55. In general, quorum means a majority of the view of the whole body. The meaning of 'quorum', as is given in Black's Law Dictionary, is as follows:

A majority of the entire body; e.g., a quorum of a state Supreme Court. The number of members who must be present in a deliberative body before business may be transacted. In both houses of Congress a quorum consists of a majority of those chosen and sworn.
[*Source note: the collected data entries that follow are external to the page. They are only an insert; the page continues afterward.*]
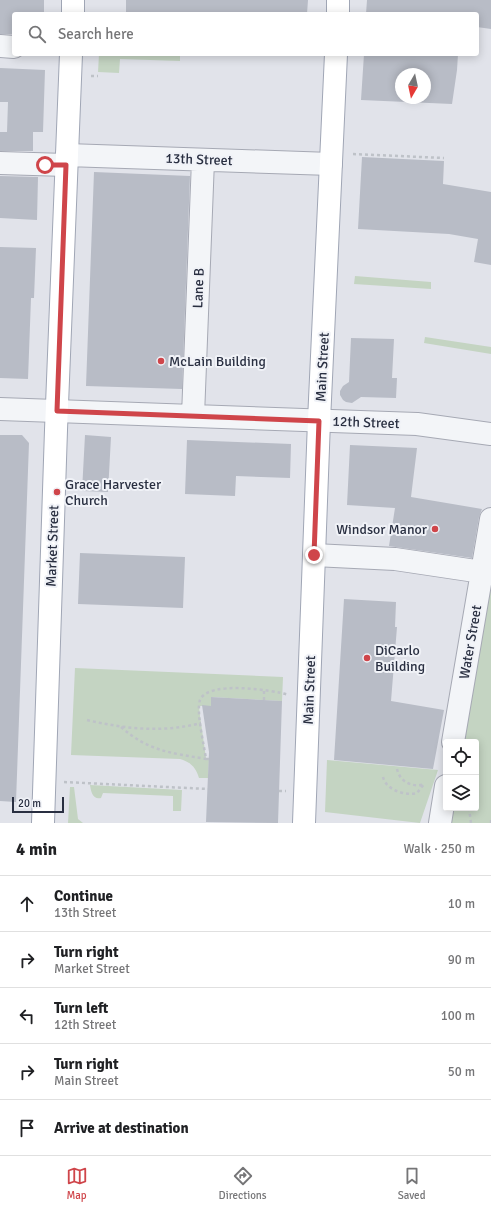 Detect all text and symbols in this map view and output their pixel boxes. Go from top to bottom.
search box [12,12,479,56]
icon: search [26,23,48,45]
text: Search here [58,25,134,43]
north arrow [395,68,431,104]
street label: 13th Street [165,150,233,169]
route start [36,156,54,174]
street label: Lane B [189,267,208,309]
street label: Main Street [312,332,333,402]
place label: McLain Building [169,353,266,370]
marker: McLain Building [156,356,166,366]
street label: 12th Street [332,413,400,432]
place label: Grace Harvester Church [65,476,162,509]
marker: Grace Harvester Church [52,487,62,497]
street label: Market Street [43,505,62,587]
place label: Windsor Manor [336,521,428,538]
marker: Windsor Manor [430,524,440,534]
route end [305,546,323,564]
street label: Water Street [456,604,485,680]
place label: DiCarlo Building [375,642,425,675]
marker: DiCarlo Building [362,653,372,663]
street label: Main Street [300,655,319,725]
map controls [443,739,479,811]
button: locate [443,739,479,775]
button: layers [443,775,479,811]
scale bar [12,795,64,814]
text: 20 m [18,797,41,810]
text: 4 min [16,839,57,860]
text: Walk · 250 m [404,841,475,857]
text: Continue [54,887,113,905]
icon: ahead [16,893,38,915]
text: 10 m [448,896,475,912]
text: 13th Street [54,905,116,921]
text: Turn right [54,943,119,961]
icon: right [16,949,38,971]
text: 90 m [448,952,475,968]
text: Market Street [54,961,130,977]
text: Turn left [54,999,108,1017]
icon: left [16,1005,38,1027]
text: 100 m [441,1008,475,1024]
text: 12th Street [54,1017,116,1033]
text: Turn right [54,1055,119,1073]
icon: right [16,1061,38,1083]
text: 50 m [448,1064,475,1080]
text: Main Street [54,1073,118,1089]
icon: arrive [16,1117,38,1139]
text: Arrive at destination [54,1119,189,1137]
tab: Map [66,1165,88,1202]
tab: Directions [219,1165,267,1202]
tab: Saved [398,1165,425,1202]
Such a number of the members of a body as is competent to transact business in the absence of the other members. The idea of quorum is that, when that required number of persons goes into a session as a body, such as directors of a Corporation, the votes of a majority thereof are sufficient for binding action. Benintendi v. Kenton Hotel 294 N.Y. 112, 60 N.E. 2d 829. When a committee, board of directors, meeting of share-holders, legislature or other body of persons cannot act unless a certain number at least of them are present, that number is called a 'quorum'. In the absence of any law or rule fixing the quorum, it consists of a majority of those entitled to act.

56. Therefore, the Election Commission, while framing the rules or regulations or passing resolutions relating to the procedure for transaction of its business, shall have to provide for the quorum. The functions of an Election Commission can be transacted by one member or two members together, or all the three together, as may be resolved by the Commission. In Ashok Kumar Yadav v. State of Haryqna : AIR1987SC454 at paragraph 18, it has been observed:

When two or more members of a Public Service Commission are holding a viva voce examination, they are functioning not as individuals but as the Public Service Commission. Of course, we must make it clear that when a close relative of a member of a Public Service Commission is appearing for interview, such member must withdraw from participation in the interview of that candidate and must not take part in any discussion in regard to the merits of that candidate and even the marks or credits given to that candidate should not be disclosed to him.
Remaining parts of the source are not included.